→ WORK REQUEST: Your copy should hold every record exactly and no images.
━━━━━━━━━━━━━━━━━━━━━━━━━━━━━━
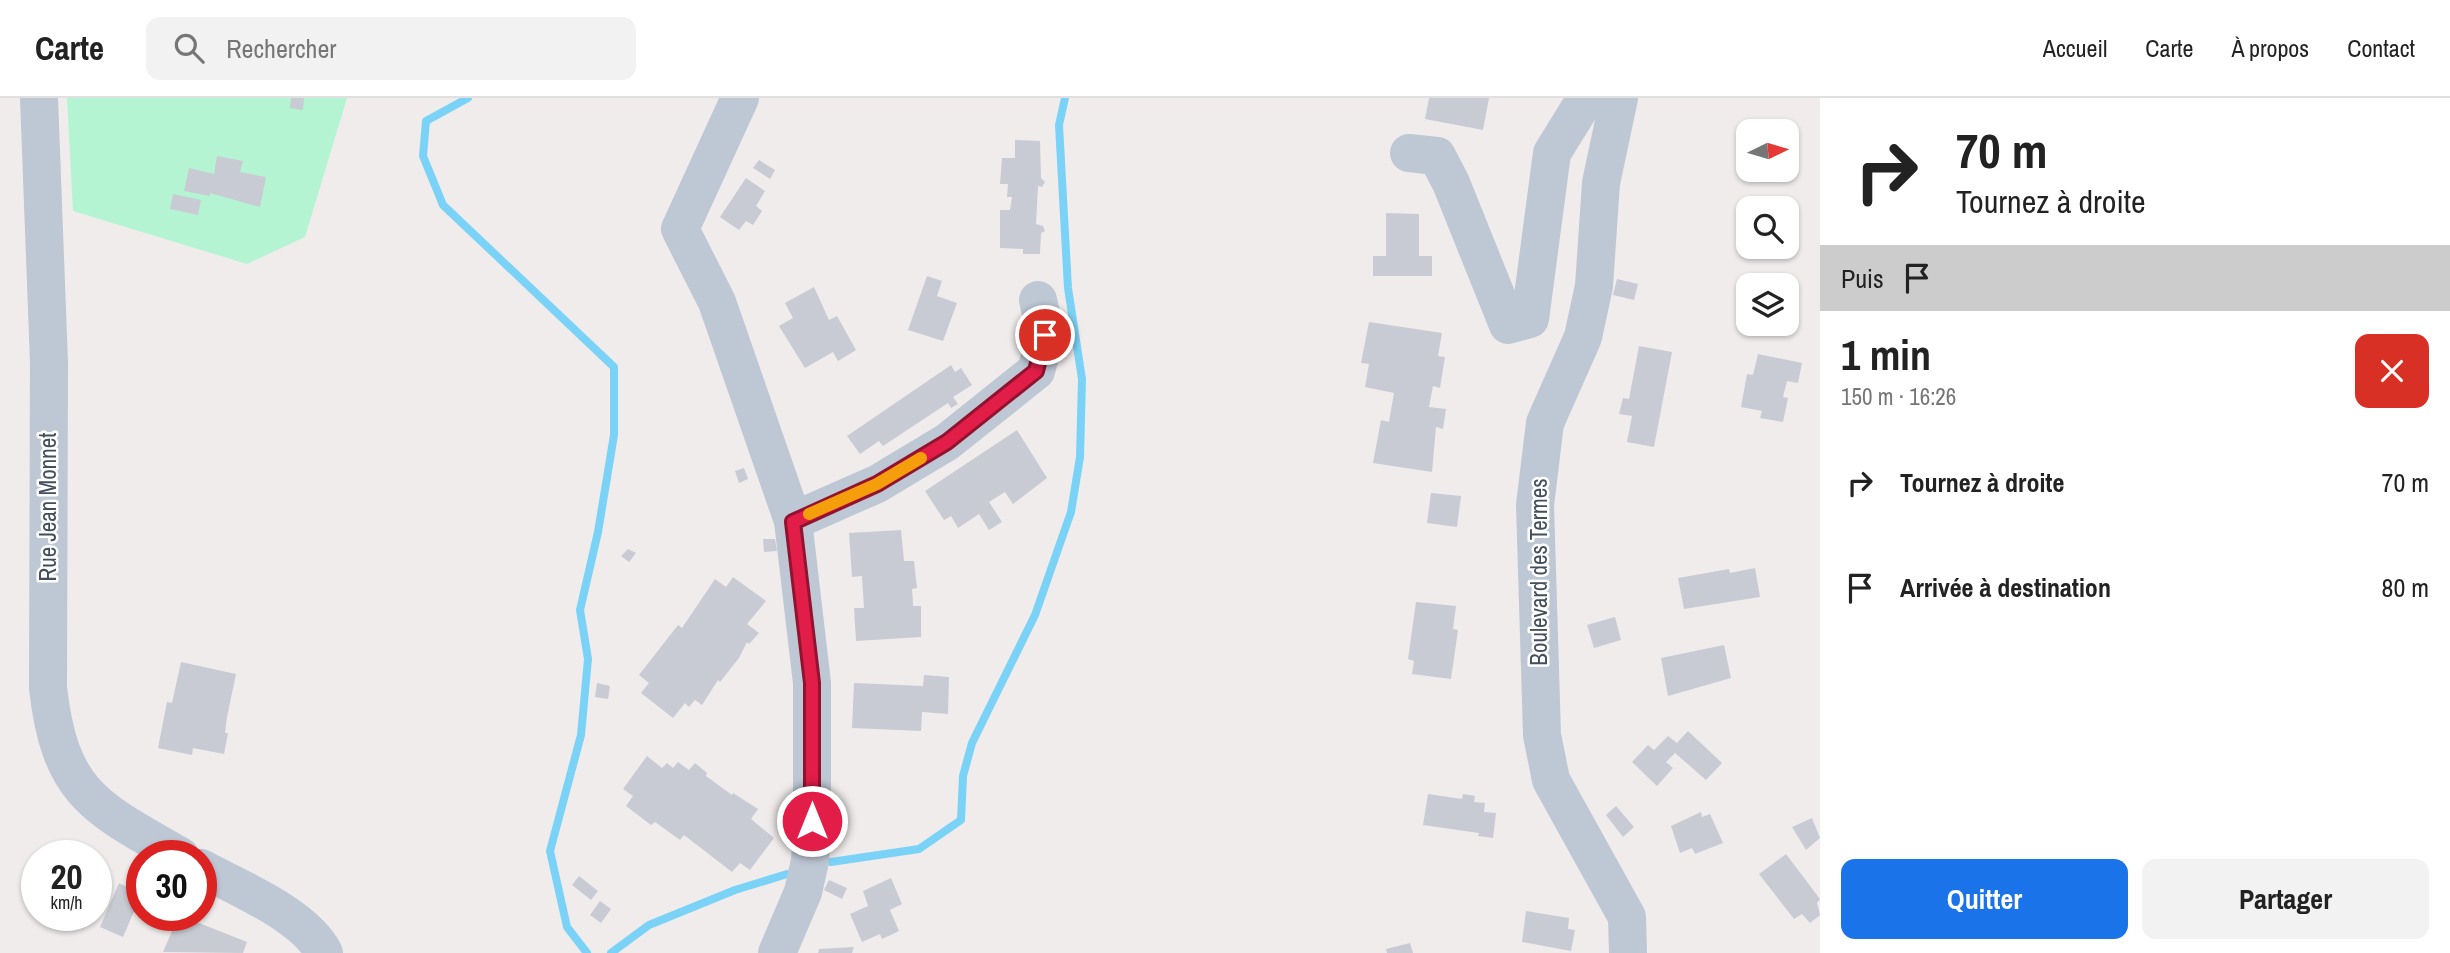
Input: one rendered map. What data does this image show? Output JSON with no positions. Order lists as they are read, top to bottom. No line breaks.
{"streets":{"street":["Rue Jean Monnet","Boulevard des Termes"]},"north":"right","page":{"header":"Carte","search":"Rechercher","nav":["Accueil","Carte","À propos","Contact"],"turn":["70 m","Tournez à droite"],"then":"Puis","heading":["1 min","150 m · 16:26"],"list":[{"name":"Tournez à droite","value":"70 m"},{"name":"Arrivée à destination","value":"80 m"}],"speed":"20 km/h","limit":"30","buttons":["Quitter","Partager"]}}
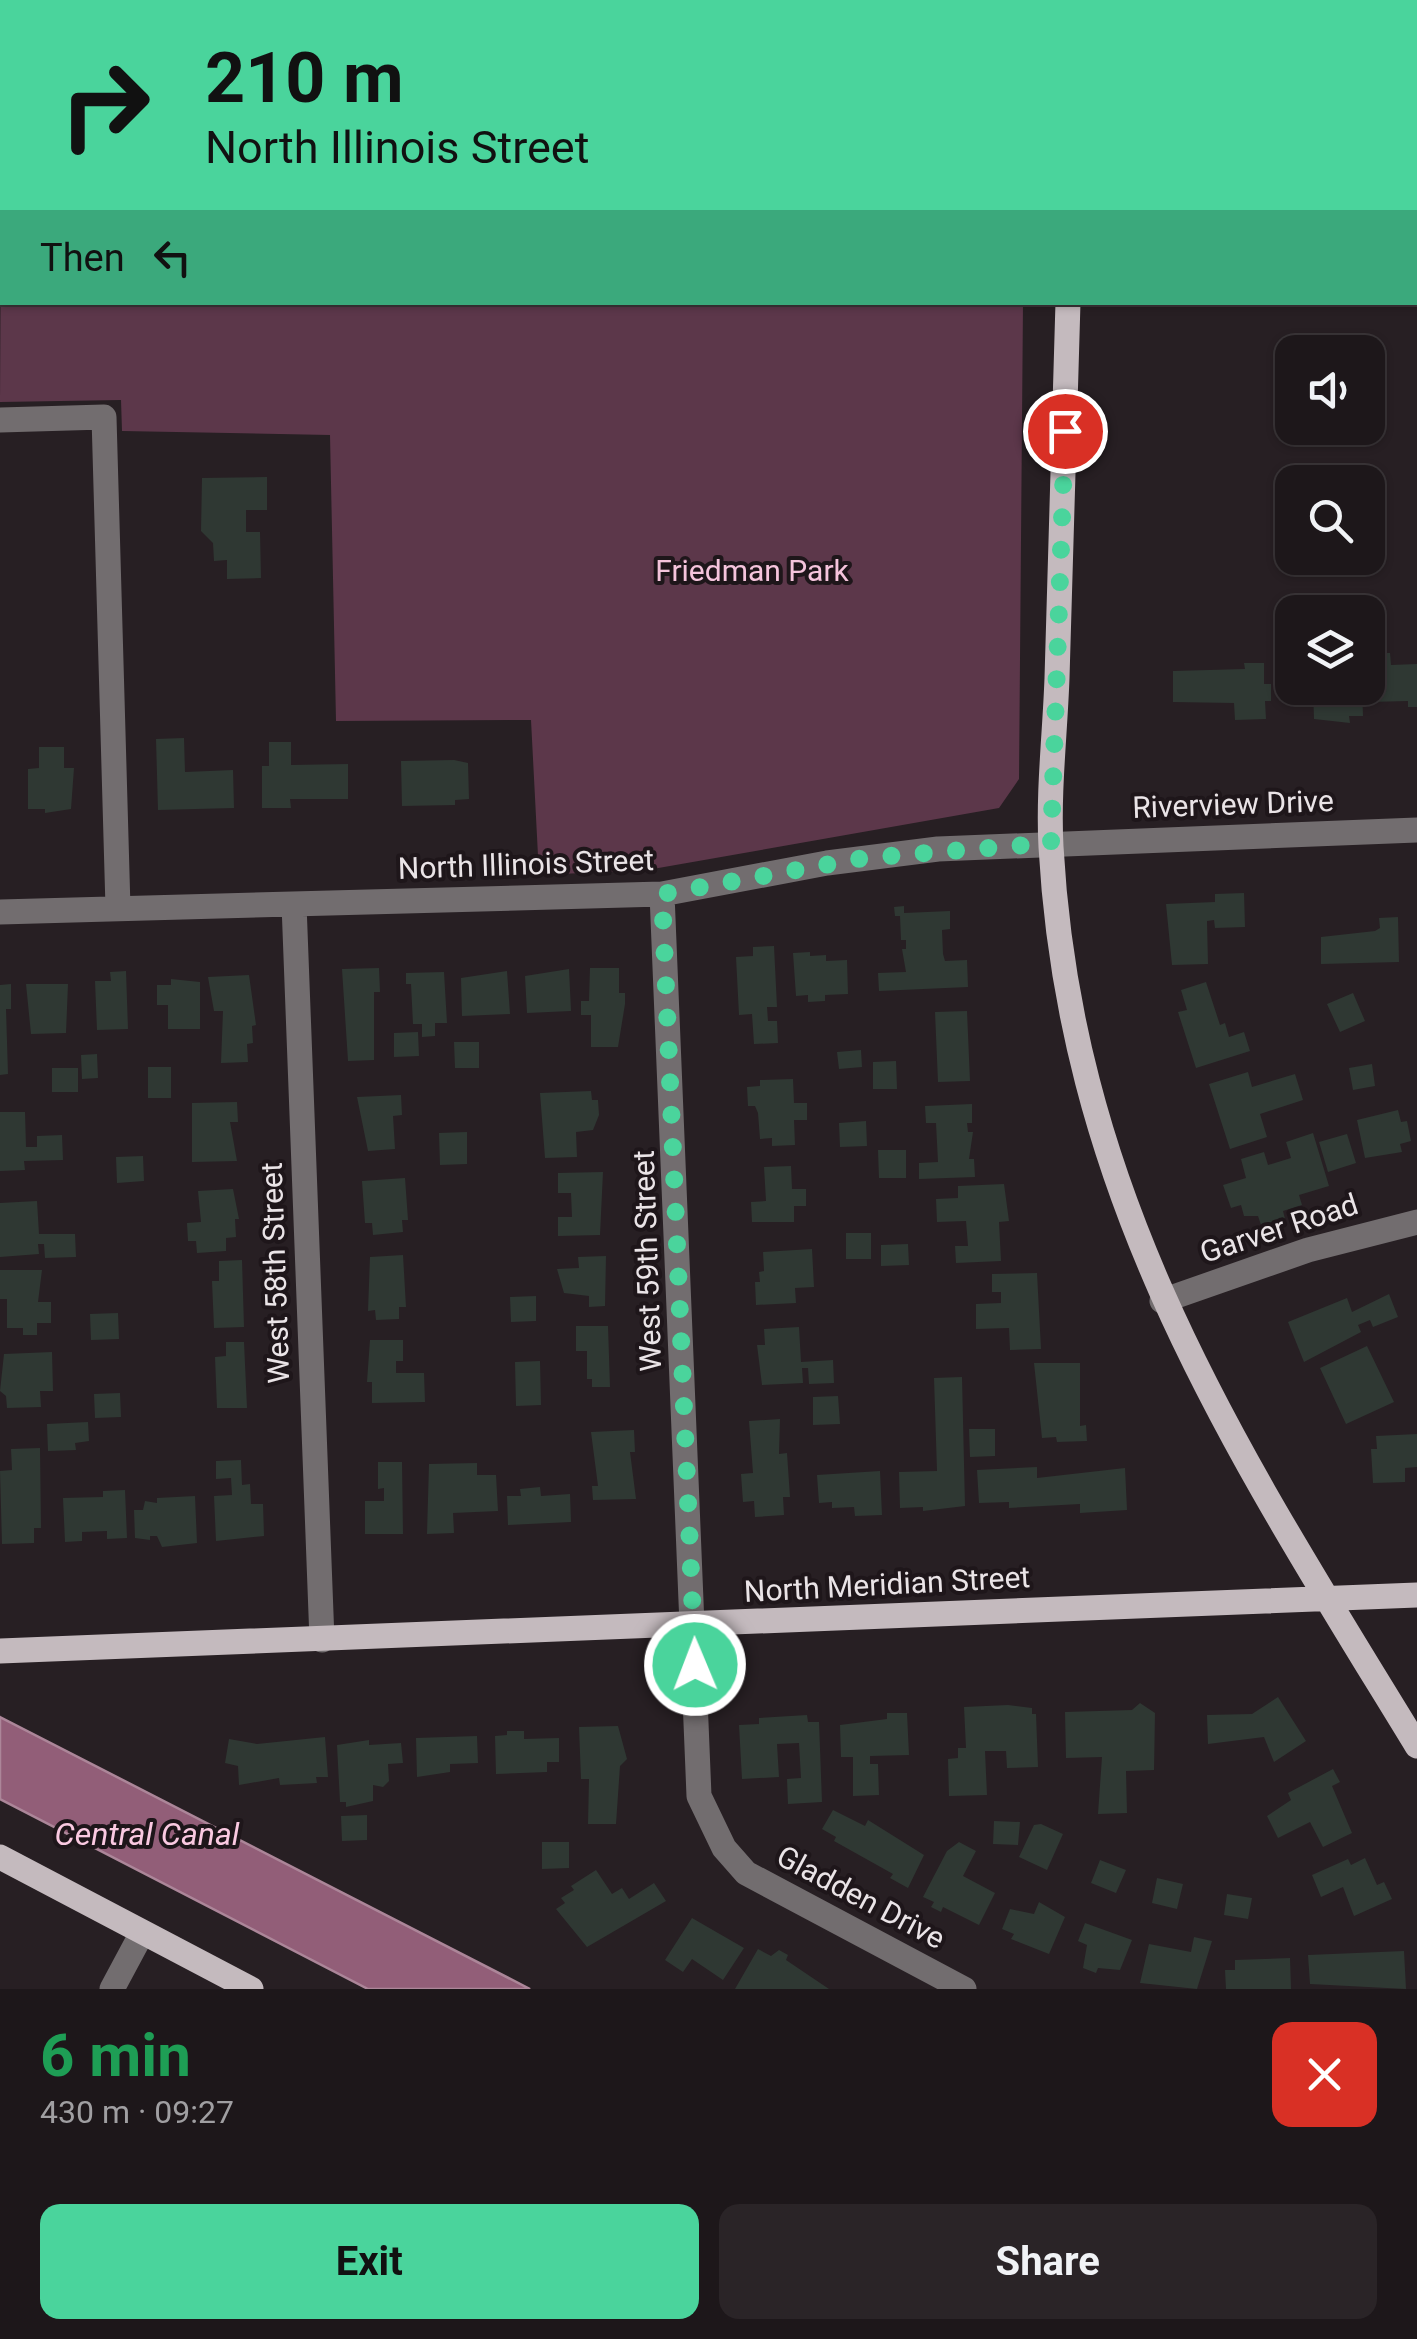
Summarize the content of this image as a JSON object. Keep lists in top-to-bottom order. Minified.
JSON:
{"streets":{"main road":["North Meridian Street"],"street":["Riverview Drive","North Illinois Street","Garver Road","West 59th Street","West 58th Street","Gladden Drive"]},"crossings":[["Riverview Drive","North Illinois Street"],["North Illinois Street","West 59th Street"],["North Illinois Street","West 58th Street"],["West 59th Street","North Meridian Street"],["West 59th Street","Gladden Drive"],["West 58th Street","North Meridian Street"],["North Meridian Street","Gladden Drive"]],"water":["Central Canal"],"parks":["Friedman Park"],"page":{"turn":["210 m","North Illinois Street"],"then":"Then","heading":["6 min","430 m · 09:27"],"buttons":["Exit","Share"]}}
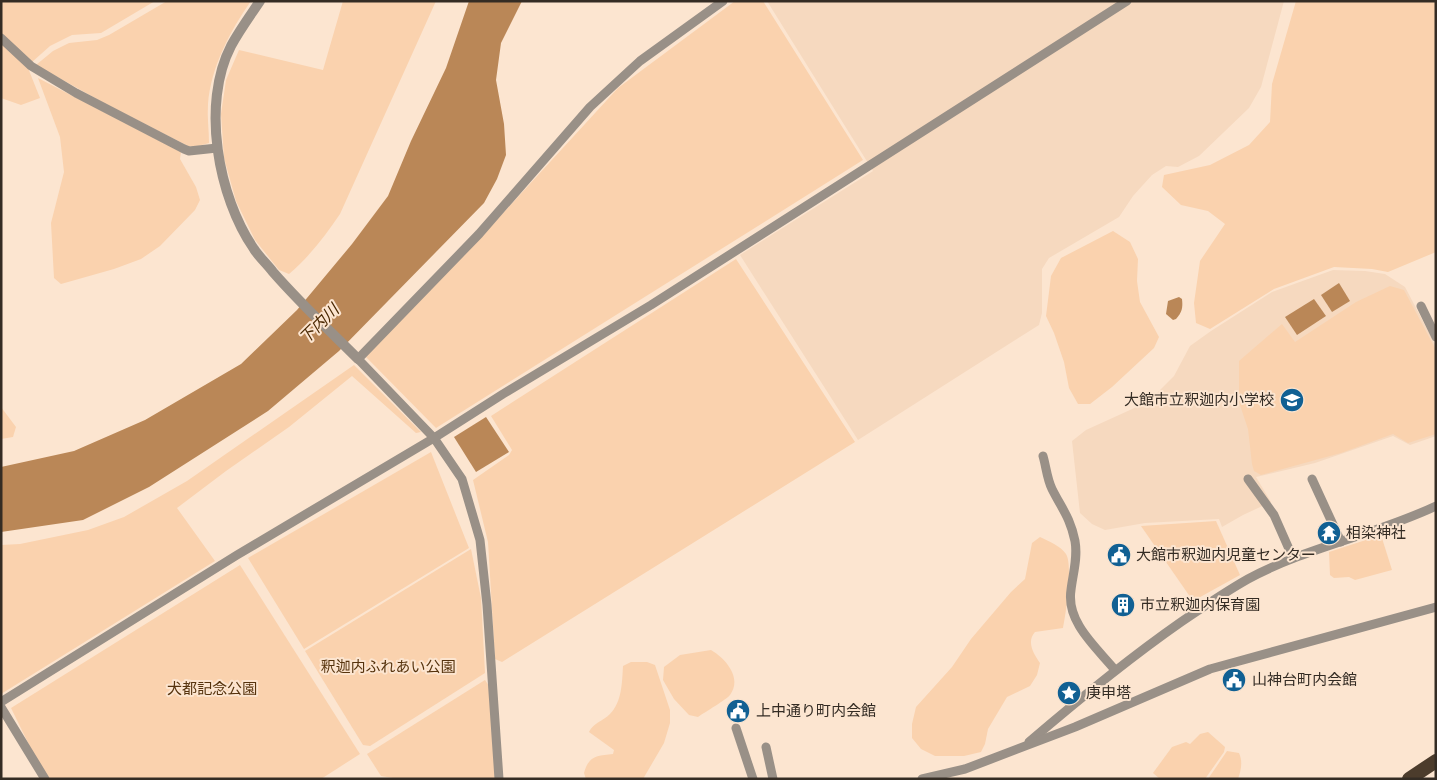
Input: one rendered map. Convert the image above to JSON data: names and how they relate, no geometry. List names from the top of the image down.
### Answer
{
  "water": ["下内川"],
  "parks": ["釈迦内ふれあい公園", "犬都記念公園"],
  "places": {
    "school or university": ["大館市立釈迦内小学校"],
    "temple": ["相染神社"],
    "public building": ["大館市釈迦内児童センター", "山神台町内会館", "上中通り町内会館"],
    "building": ["市立釈迦内保育園"],
    "place": ["庚申塔"]
  }
}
━━━━━━━━━━━━━━━━━━━━━━━━━━━━━━
→ EXPECTED OUTPUT:
Input: one rendered map. What data does this image show? Output JSON with no positions. Order lists as they are read, top to bottom. No line breaks.
{"streets":{"street":["Rue Jean Monnet","Boulevard des Termes"]},"north":"right","page":{"header":"Carte","search":"Rechercher","nav":["Accueil","Carte","À propos","Contact"],"turn":["70 m","Tournez à droite"],"then":"Puis","heading":["1 min","150 m · 16:26"],"list":[{"name":"Tournez à droite","value":"70 m"},{"name":"Arrivée à destination","value":"80 m"}],"speed":"20 km/h","limit":"30","buttons":["Quitter","Partager"]}}
Summarize the content of this image as a JSON object. Keep lists in top-to-bottom order. Minified.
JSON:
{"streets":{"main road":["North Meridian Street"],"street":["Riverview Drive","North Illinois Street","Garver Road","West 59th Street","West 58th Street","Gladden Drive"]},"crossings":[["Riverview Drive","North Illinois Street"],["North Illinois Street","West 59th Street"],["North Illinois Street","West 58th Street"],["West 59th Street","North Meridian Street"],["West 59th Street","Gladden Drive"],["West 58th Street","North Meridian Street"],["North Meridian Street","Gladden Drive"]],"water":["Central Canal"],"parks":["Friedman Park"],"page":{"turn":["210 m","North Illinois Street"],"then":"Then","heading":["6 min","430 m · 09:27"],"buttons":["Exit","Share"]}}
Input: one rendered map. Convert the image above to JSON data: names and how they relate, no geometry. List names from the top of the image down.
### Answer
{
  "water": ["下内川"],
  "parks": ["釈迦内ふれあい公園", "犬都記念公園"],
  "places": {
    "school or university": ["大館市立釈迦内小学校"],
    "temple": ["相染神社"],
    "public building": ["大館市釈迦内児童センター", "山神台町内会館", "上中通り町内会館"],
    "building": ["市立釈迦内保育園"],
    "place": ["庚申塔"]
  }
}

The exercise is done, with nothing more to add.